Collected data:
------------

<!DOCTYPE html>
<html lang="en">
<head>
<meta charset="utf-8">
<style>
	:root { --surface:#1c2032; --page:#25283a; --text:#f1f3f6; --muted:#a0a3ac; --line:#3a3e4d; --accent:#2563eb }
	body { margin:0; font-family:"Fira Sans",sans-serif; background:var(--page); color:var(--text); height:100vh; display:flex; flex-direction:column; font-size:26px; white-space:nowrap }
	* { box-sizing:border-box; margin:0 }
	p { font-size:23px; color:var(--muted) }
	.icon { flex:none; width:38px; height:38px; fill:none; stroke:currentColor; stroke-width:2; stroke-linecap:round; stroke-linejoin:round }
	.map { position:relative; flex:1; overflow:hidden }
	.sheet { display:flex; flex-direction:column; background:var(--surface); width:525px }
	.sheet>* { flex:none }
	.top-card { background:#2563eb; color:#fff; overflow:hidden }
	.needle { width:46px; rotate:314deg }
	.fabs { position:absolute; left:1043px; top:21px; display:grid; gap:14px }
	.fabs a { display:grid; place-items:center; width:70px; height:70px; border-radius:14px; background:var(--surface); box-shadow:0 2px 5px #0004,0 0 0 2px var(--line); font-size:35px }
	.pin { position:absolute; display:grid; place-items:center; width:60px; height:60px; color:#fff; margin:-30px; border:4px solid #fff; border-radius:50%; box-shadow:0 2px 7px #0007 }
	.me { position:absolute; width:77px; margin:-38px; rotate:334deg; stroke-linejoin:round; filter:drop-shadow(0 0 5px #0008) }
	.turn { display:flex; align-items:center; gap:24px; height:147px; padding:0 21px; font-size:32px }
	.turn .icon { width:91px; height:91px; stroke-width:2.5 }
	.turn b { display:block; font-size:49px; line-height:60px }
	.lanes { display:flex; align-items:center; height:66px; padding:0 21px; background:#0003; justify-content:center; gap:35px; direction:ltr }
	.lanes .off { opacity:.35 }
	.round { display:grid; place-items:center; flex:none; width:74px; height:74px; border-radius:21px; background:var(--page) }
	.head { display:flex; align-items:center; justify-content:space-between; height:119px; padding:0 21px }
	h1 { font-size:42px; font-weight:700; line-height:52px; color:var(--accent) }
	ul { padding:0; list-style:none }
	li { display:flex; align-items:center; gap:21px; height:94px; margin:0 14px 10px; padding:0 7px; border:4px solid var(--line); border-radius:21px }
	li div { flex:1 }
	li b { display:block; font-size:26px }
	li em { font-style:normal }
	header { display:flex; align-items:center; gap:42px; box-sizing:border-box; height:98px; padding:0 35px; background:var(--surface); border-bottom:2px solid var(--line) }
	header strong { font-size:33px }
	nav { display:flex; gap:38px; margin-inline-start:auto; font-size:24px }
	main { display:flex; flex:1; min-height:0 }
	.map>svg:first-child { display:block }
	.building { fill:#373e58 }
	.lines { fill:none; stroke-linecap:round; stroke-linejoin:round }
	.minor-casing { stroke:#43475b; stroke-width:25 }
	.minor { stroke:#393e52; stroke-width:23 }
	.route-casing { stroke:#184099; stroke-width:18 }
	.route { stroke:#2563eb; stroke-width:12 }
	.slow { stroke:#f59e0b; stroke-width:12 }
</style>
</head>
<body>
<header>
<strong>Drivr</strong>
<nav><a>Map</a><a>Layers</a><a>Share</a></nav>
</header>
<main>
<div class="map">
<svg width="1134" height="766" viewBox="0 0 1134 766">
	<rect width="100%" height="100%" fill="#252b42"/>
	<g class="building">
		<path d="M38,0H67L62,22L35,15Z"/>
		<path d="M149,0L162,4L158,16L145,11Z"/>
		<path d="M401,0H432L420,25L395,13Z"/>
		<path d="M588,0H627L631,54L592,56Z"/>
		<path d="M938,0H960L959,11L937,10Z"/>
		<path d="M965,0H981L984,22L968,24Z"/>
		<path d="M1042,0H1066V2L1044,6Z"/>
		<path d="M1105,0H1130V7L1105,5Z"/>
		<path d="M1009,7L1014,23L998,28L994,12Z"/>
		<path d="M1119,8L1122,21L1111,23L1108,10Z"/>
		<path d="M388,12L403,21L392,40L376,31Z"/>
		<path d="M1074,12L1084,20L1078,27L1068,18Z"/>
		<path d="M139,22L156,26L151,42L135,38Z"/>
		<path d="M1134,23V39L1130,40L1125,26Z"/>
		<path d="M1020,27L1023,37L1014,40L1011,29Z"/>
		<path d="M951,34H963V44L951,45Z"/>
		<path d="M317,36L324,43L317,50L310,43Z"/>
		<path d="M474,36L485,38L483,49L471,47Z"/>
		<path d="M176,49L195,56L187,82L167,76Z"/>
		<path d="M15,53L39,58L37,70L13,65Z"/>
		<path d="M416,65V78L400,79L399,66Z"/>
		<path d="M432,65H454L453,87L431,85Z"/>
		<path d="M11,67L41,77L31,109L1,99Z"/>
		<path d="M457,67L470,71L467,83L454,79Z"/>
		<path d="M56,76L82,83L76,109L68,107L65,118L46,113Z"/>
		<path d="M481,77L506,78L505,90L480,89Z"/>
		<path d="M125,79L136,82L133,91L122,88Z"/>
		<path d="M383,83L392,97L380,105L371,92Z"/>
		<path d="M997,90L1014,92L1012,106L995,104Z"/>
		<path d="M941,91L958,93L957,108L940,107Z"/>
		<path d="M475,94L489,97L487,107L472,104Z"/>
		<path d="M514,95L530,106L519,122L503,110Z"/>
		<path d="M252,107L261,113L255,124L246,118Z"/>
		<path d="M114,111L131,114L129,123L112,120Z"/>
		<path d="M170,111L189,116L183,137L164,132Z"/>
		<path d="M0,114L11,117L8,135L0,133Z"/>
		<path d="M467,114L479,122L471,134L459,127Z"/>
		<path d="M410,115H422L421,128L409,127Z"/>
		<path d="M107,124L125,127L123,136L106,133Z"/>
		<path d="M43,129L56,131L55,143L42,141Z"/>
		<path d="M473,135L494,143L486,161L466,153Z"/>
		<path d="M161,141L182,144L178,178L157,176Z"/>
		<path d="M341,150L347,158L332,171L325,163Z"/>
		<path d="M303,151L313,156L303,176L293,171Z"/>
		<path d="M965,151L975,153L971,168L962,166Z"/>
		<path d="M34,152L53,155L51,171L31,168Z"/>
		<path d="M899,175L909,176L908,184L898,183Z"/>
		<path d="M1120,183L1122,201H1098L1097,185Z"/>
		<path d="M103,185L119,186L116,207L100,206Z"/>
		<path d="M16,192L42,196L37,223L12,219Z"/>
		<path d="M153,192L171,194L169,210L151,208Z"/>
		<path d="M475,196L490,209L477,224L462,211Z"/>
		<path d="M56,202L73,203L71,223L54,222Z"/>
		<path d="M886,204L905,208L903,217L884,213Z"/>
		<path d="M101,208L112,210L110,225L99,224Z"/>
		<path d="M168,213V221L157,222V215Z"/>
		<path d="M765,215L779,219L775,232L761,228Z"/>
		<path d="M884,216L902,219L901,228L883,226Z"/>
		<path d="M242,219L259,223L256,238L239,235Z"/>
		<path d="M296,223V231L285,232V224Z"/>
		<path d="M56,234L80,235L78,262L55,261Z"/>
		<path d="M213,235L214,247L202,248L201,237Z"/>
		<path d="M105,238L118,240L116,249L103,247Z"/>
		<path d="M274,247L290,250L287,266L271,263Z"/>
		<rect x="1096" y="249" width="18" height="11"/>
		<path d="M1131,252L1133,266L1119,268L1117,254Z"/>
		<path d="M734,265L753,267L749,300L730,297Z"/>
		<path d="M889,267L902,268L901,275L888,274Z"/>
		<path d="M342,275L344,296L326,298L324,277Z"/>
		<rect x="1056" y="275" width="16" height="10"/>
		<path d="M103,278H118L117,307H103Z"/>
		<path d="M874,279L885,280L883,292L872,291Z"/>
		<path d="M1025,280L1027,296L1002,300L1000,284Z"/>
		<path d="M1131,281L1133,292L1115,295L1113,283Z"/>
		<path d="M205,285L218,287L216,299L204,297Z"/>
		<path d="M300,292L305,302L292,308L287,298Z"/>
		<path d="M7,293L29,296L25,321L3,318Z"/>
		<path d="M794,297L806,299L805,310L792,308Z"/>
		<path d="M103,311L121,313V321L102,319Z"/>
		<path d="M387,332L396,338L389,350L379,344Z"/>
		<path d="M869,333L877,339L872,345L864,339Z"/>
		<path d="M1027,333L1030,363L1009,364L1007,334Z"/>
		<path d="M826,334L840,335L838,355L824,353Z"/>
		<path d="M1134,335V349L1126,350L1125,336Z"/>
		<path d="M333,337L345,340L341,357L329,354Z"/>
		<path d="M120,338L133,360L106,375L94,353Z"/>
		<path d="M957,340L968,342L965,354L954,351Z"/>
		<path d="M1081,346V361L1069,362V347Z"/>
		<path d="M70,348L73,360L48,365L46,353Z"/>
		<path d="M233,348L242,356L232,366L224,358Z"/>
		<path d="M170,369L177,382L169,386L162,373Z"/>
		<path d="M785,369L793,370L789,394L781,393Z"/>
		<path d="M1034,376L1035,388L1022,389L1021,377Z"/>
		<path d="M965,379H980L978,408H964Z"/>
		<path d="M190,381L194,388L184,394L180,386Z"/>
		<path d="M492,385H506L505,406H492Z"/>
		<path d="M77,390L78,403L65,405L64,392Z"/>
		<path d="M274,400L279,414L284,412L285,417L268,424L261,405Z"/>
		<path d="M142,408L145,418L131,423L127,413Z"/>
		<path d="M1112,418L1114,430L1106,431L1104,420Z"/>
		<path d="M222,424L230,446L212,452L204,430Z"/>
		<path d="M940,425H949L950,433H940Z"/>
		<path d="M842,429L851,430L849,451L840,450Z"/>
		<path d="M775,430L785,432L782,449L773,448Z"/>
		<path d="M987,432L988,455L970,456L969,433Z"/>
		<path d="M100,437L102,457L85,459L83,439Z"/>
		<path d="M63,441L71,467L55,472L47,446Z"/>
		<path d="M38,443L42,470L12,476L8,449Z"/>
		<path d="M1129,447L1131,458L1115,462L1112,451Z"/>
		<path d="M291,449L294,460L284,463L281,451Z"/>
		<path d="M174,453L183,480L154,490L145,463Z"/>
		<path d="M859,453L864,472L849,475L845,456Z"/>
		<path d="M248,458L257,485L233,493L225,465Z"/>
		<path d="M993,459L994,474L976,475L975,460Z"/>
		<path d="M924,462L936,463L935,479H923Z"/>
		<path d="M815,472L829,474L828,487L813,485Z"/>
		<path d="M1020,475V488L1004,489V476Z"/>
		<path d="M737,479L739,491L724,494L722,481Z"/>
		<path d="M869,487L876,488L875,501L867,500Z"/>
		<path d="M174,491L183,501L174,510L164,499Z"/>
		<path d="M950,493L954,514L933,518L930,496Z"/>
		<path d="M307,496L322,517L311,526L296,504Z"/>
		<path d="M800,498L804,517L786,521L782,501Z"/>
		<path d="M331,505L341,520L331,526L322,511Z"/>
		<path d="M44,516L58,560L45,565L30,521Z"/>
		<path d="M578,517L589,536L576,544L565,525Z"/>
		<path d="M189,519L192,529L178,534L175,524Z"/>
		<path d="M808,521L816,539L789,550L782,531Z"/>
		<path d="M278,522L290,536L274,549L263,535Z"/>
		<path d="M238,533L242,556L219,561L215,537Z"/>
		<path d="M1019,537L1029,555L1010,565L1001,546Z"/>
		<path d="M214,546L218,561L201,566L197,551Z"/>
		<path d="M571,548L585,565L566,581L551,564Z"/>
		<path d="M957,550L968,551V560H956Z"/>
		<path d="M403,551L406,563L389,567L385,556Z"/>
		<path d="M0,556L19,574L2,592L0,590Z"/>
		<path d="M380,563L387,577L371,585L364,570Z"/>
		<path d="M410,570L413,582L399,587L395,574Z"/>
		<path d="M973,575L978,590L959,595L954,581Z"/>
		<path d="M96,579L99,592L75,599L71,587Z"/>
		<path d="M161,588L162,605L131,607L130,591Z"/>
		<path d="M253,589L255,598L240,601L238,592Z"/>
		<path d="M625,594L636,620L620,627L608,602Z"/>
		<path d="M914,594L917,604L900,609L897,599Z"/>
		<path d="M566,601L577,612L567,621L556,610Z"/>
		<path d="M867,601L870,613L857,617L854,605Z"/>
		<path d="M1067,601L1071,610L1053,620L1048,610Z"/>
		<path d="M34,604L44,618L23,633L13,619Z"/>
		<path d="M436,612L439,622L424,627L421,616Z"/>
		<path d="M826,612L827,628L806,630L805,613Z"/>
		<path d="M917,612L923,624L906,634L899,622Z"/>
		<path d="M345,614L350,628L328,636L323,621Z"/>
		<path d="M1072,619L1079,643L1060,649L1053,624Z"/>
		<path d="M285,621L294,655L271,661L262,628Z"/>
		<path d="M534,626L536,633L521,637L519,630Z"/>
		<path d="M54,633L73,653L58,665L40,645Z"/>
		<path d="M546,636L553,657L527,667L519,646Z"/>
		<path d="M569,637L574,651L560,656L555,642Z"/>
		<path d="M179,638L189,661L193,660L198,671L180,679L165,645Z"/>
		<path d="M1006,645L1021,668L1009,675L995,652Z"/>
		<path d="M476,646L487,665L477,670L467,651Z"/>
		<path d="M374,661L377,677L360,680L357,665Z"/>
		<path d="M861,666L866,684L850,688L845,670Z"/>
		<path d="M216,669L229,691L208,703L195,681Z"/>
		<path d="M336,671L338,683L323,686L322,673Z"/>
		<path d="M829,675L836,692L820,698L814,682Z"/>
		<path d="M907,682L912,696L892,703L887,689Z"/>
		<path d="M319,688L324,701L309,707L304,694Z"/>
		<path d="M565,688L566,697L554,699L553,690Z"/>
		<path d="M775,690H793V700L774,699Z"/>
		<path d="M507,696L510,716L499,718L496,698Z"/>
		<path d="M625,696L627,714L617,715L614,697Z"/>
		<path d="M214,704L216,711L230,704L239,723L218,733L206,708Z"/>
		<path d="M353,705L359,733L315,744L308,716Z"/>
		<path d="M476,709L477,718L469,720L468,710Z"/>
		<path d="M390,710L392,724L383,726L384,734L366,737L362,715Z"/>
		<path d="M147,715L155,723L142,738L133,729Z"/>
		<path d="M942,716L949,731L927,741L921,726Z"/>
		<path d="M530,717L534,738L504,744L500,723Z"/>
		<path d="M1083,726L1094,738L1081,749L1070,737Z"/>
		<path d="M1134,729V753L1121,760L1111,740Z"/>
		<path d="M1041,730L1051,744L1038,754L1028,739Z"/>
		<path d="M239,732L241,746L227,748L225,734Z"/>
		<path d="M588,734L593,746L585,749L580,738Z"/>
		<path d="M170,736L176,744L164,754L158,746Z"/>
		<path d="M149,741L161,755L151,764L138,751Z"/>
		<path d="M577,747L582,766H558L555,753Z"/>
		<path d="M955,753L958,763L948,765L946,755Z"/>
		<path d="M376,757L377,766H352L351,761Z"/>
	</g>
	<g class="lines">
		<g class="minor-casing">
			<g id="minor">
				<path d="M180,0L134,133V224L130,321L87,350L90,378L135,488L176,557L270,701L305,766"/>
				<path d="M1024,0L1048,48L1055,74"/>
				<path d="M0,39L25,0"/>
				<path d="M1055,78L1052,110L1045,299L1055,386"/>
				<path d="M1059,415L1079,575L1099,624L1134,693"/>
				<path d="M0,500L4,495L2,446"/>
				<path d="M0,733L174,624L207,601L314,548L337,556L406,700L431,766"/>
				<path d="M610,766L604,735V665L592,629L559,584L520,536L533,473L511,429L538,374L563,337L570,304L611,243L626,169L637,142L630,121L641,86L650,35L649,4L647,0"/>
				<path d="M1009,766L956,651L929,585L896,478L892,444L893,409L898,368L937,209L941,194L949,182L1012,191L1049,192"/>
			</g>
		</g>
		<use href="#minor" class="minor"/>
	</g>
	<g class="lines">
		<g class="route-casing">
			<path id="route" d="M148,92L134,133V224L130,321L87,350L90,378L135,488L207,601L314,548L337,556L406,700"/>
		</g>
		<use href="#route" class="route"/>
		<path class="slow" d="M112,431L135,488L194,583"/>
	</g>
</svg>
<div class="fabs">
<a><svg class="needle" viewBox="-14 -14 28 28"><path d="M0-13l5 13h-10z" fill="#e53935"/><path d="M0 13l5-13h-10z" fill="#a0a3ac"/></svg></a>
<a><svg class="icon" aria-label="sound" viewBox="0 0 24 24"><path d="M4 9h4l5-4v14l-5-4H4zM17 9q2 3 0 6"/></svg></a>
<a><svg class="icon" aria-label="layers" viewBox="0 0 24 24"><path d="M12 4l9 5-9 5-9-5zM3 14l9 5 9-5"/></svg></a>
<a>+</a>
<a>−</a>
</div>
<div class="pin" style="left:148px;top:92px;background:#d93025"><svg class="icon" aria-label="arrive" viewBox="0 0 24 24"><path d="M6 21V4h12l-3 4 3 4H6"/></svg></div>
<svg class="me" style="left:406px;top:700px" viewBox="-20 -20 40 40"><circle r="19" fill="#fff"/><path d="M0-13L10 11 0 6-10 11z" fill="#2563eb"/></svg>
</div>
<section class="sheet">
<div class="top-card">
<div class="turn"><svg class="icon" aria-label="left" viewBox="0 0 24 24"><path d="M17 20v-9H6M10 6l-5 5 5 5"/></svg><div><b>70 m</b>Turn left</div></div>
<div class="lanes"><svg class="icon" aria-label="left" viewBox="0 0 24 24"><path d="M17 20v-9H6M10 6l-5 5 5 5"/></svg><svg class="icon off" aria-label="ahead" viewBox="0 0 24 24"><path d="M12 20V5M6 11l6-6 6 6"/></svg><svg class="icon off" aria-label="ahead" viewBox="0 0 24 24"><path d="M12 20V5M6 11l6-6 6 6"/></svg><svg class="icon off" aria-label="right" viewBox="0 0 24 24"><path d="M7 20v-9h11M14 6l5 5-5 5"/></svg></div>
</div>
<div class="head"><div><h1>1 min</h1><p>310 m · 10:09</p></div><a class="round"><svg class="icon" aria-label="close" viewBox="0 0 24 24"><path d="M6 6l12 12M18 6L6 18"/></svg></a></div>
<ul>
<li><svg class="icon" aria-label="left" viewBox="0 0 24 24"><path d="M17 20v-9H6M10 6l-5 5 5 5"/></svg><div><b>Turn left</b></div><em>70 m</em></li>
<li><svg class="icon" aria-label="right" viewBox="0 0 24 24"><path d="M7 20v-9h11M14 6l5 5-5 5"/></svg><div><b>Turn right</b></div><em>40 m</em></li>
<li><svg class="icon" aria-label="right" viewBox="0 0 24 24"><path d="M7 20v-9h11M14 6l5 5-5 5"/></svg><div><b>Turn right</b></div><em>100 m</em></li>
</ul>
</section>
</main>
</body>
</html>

------------

- EXERCISE
Report all lines of the data that include the word "casing".

- ANSWER TO THIS TASK
	.minor-casing { stroke:#43475b; stroke-width:25 }
	.route-casing { stroke:#184099; stroke-width:18 }
		<g class="minor-casing">
		<g class="route-casing">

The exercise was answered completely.